Chinchillas sind nachtaktive Tiere mit einem großen (dreidimensionalen) Bewegungsdrang. Diese Tatsachen stellen eine große Herausforderung für eine artgerechte Haltung dar.


Das Chinchillaheim

Ein Chinchillaheim muss so geräumig sein, dass die Tiere sich während ihrer gesamten Aktivitätsphase ausreichend bewegen und beschäftigen können, denn 1-2 Stunden Freilauf in den Abendstunden, während der Besitzer noch wach ist, können nicht kompensieren, wenn die Tiere den Rest der Nacht auf engem Raum eingesperrt sind. Gleichzeitig ist zu gewährleisten, dass Chinchillas während der Ruhephase am Tag ungestört sind.

Im Handel erhältliche Chinchilla-Käfige sind meist ungeeignet, da sie viel zu klein sind. Als Mindestmaß für einen Chinchillakäfig, der zwei Tiere beherbergt, wird ein Volumen von 3 m3 angegeben, wobei eine Höhe von 150 cm nicht unterschritten werden sollte. Für jedes weitere Tier werden 0,5 m3 zusätzlich gefordert (24).

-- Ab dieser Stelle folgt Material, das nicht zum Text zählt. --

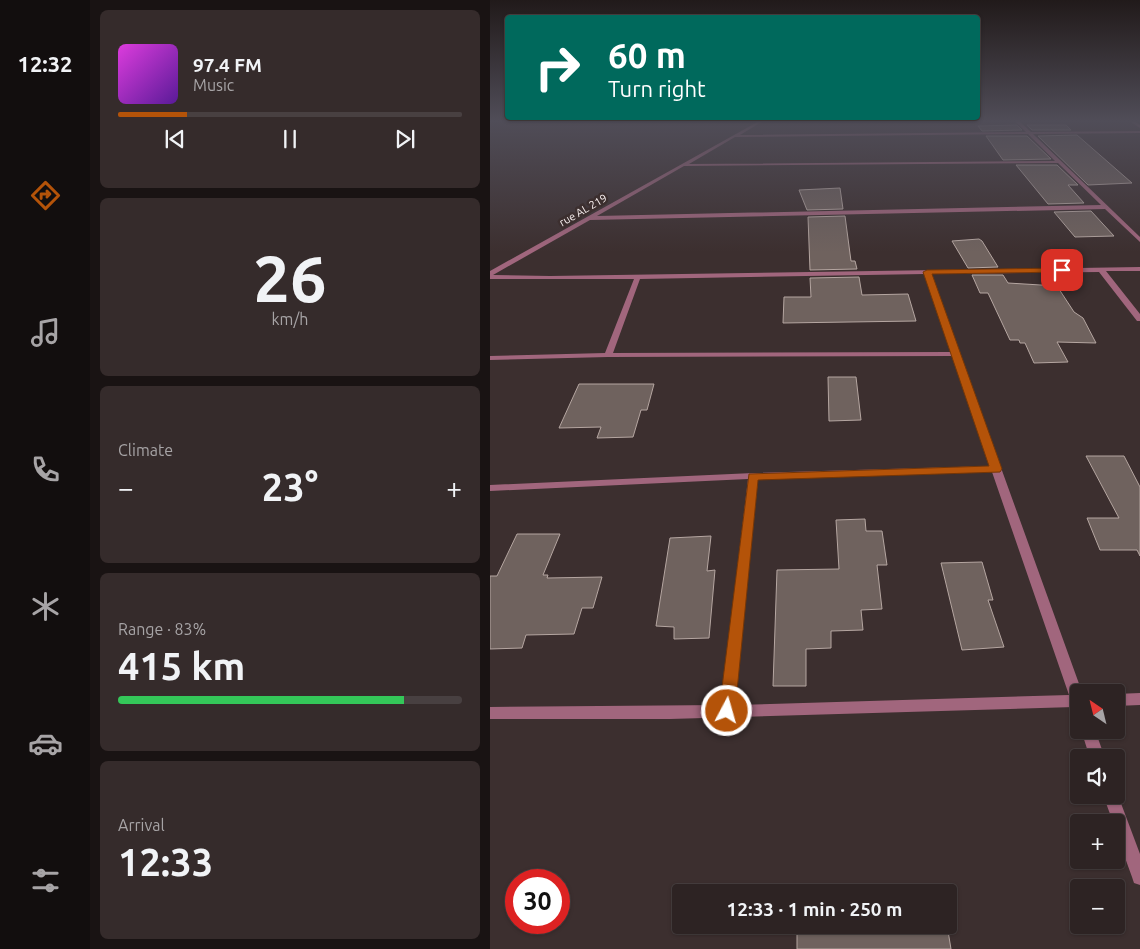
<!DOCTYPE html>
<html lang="en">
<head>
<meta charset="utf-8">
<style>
  :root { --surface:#2d2323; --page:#352b2b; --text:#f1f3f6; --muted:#a7a4a6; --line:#484041; --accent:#b45309 }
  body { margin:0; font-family:Ubuntu,sans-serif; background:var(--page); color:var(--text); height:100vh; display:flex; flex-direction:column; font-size:19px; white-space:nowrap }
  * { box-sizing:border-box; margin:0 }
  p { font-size:16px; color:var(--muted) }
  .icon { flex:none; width:28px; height:28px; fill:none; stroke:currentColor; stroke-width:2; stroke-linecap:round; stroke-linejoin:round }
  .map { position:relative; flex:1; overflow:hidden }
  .side { display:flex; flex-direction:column; gap:10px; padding:10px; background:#191313; width:400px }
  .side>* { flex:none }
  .banner { position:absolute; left:15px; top:15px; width:475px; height:105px; border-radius:5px; box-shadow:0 1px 4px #0004,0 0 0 1px var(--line); background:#00695c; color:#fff; overflow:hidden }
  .needle { width:32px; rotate:325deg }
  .tools { position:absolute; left:580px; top:684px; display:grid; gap:10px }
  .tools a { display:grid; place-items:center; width:55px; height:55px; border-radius:5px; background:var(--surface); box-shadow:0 1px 4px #0004,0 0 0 1px var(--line); font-size:25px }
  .speed { position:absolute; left:15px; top:869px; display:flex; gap:10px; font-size:25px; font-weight:700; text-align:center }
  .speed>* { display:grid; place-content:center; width:65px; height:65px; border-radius:50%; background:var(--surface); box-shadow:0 1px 4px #0004,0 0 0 1px var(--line); line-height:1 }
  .speed .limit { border:8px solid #d22; background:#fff; color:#111 }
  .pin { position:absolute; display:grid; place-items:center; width:42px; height:42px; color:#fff; margin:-21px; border-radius:10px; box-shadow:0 2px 8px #0006 }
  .me { position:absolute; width:55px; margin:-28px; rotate:6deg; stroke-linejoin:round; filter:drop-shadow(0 0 4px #0008) }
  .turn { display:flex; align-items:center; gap:18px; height:105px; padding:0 20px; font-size:22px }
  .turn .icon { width:65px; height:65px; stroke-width:2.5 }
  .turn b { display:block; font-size:35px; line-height:42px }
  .big { font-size:38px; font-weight:700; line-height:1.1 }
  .side .widget { flex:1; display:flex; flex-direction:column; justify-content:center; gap:8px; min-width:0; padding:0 18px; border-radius:8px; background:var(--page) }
  .side .dial { align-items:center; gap:0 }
  .dial b { font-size:65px; line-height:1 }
  .song { display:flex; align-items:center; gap:15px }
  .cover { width:60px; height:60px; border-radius:8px; background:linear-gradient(135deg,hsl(300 70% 55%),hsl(270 70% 35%)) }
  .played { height:5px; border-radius:2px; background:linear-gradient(90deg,var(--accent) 20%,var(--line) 20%) }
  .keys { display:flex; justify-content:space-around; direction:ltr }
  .heat { display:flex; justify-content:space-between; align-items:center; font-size:28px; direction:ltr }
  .charge { height:8px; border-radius:4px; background:linear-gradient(90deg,#34c759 83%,var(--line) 0) }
  .trip { position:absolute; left:182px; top:884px; width:285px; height:50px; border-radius:5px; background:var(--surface); box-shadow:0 1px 4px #0004,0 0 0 1px var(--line); font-weight:700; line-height:50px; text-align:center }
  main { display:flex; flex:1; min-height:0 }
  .tab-bar { display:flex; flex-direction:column; width:90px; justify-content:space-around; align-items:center; background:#120e0e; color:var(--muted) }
  .tab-bar .icon { width:35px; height:35px }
  .tab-bar .on { color:var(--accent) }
  .tab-bar b { font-size:22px; color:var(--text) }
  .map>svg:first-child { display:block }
  .building { fill:#6f625e; stroke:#b5a6a1 }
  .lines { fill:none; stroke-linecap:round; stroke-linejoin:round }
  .minor { fill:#a1667d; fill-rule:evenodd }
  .route { fill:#b45309; stroke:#753606 }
  .labels { text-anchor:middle; stroke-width:5; stroke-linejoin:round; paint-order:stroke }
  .far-street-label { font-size:11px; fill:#faf2f2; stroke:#3c2f2f }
</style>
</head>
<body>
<main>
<nav class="tab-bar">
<b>12:32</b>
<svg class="icon on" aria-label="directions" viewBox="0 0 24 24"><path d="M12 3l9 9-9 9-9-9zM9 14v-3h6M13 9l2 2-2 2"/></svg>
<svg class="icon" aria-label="music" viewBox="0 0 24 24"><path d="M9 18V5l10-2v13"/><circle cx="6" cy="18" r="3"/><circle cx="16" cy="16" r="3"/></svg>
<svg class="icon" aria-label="phone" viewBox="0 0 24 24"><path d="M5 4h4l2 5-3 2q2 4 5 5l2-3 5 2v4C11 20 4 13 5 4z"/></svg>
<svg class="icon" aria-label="climate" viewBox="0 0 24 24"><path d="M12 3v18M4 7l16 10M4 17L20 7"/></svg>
<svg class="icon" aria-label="car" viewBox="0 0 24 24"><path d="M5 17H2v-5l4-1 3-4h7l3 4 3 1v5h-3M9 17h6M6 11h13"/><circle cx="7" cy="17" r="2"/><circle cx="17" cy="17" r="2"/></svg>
<svg class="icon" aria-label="filters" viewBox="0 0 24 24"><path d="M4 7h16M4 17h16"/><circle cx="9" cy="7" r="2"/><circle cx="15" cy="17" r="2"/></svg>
</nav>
<section class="side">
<div class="widget">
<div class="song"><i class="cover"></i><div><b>97.4 FM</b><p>Music</p></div></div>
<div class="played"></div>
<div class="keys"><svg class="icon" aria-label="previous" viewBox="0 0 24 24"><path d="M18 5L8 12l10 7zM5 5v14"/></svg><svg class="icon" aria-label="pause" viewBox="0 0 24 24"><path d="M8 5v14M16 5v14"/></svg><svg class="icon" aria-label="next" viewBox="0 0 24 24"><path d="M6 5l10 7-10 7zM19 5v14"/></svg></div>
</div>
<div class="widget dial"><b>26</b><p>km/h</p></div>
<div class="widget"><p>Climate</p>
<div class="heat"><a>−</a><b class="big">23°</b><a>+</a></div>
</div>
<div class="widget"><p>Range · 83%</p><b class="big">415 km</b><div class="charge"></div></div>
<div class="widget"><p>Arrival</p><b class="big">12:33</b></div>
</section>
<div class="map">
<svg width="650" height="949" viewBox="0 0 650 949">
  <rect width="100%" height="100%" fill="#3c2f2f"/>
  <g class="building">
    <polygon points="527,125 532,130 492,131 488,126"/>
    <polygon points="537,125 576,125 581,130 542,130"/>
    <polygon points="587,135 642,183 598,185 548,136"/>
    <polygon points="496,136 537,136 561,159 513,160"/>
    <polygon points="526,165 567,165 588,185 578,185 594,203 558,204"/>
    <polygon points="350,188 353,209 317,210 309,190"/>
    <polygon points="601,211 624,236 585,237 564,212"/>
    <polygon points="355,216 361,261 365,261 367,269 320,270 318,217"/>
    <polygon points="489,239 492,241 508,267 478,268 462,241"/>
    <polygon points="482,275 513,275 518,283 567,286 584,312 593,318 606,343 567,342 578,362 544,363 535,343 530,343 529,340 520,340 498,293 490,293"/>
    <polygon points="369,277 372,295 418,294 426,321 293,323 294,297 321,297 320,278"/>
    <polygon points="338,377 366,377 371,420 339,421"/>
    <polygon points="89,384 164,384 157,410 151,410 143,437 107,438 111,427 69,428"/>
    <polygon points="596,456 634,456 650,487 650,556 647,550 610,550 597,518 629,518"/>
    <polygon points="375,519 376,531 392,531 397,565 387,565 392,609 371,610 373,630 341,631 341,648 316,649 316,686 283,686 287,570 349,569 346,520"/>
    <polygon points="27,534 70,534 53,575 58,575 57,578 112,577 103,608 92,608 84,634 36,635 32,648 0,649 0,576 7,576"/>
    <polygon points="221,536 217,571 225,570 219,638 184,639 184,627 166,626 180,538"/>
    <polygon points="492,562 503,600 498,600 514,647 472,650 451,563"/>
    <polygon points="370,925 457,925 461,949 307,949 307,929"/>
  </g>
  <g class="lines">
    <g class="minor">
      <path d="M 271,120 L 275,120 L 250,135 L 536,132 L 524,120 L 528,120 L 541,132 L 650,131 L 650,133 L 543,134 L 650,237 L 650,242 L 615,209 L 100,220 L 3,275 L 60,276 L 650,267 L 650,271 L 616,271 L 650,314 L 650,321 L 647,321 L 609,272 L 441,274 L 592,692 L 589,692 L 589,710 L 584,707 L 180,719 L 0,719 L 0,707 L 231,705 L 258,479 L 0,491 L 0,485 L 263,473 L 500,466 L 463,356 L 118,357 L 0,360 L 0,356 L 115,353 L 144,279 L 0,279 L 0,271 ZM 538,134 L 565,161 L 199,164 L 245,137 ZM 568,163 L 611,205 L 107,216 L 194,166 ZM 435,274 L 461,352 L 123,353 L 150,279 ZM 502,472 L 579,695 L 245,705 L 268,479 Z"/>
      <polygon points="638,120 642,120 650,125 650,128"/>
      <polygon points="650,693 650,705 626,706 626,694"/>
      <polygon points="591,730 605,730 615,758 600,758"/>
      <polygon points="626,790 650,854 650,885 644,883 642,877 626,833 626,822 623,822 613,795 626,795"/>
    </g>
  </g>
  <linearGradient id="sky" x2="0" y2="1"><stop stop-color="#211a1a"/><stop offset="0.48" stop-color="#504d58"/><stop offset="1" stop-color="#504d58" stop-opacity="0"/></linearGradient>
  <rect width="650" height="252" fill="url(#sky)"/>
  <polygon class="route" points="572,268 576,270 575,272 442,274 512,469 510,472 268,480 245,711 243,716 237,718 231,716 229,711 259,474 499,466 433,272 437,270"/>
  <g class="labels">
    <g class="far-street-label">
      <text transform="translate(93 210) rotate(-30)" y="4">rue AL 219</text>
    </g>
  </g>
</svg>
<div class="tools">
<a><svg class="needle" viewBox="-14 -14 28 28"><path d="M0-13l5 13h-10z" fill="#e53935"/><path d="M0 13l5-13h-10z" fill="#a7a4a6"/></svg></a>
<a><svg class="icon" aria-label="sound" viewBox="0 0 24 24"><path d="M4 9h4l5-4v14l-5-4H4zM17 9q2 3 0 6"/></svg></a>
<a>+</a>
<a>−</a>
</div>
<div class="speed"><div class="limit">30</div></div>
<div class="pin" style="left:572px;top:270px;background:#d93025"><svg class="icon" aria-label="arrive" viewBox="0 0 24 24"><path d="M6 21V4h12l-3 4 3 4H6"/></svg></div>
<svg class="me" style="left:237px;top:711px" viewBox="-20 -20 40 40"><circle r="17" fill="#b45309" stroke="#fff" stroke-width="3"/><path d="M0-11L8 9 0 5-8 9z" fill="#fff"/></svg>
<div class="trip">12:33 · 1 min · 250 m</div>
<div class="banner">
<div class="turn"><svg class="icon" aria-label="right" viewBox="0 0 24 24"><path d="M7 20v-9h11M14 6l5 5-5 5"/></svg><div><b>60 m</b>Turn right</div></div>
</div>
</div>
</main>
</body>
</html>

Daraus ergibt sich für ein Chinchillapaar eine Mindestgröße des Geheges von 200 x 100 x 150 cm (B x T x H). Ein größeres Platzgebot ist natürlich immer besser.


Eine artgerechte Haltung ist daher nur in Eigenbauten oder großen Vogelvolieren möglich! Besser noch sind ganze Zimmer, die entsprechend den Bedürfnissen der Tiere ausgestattet werden.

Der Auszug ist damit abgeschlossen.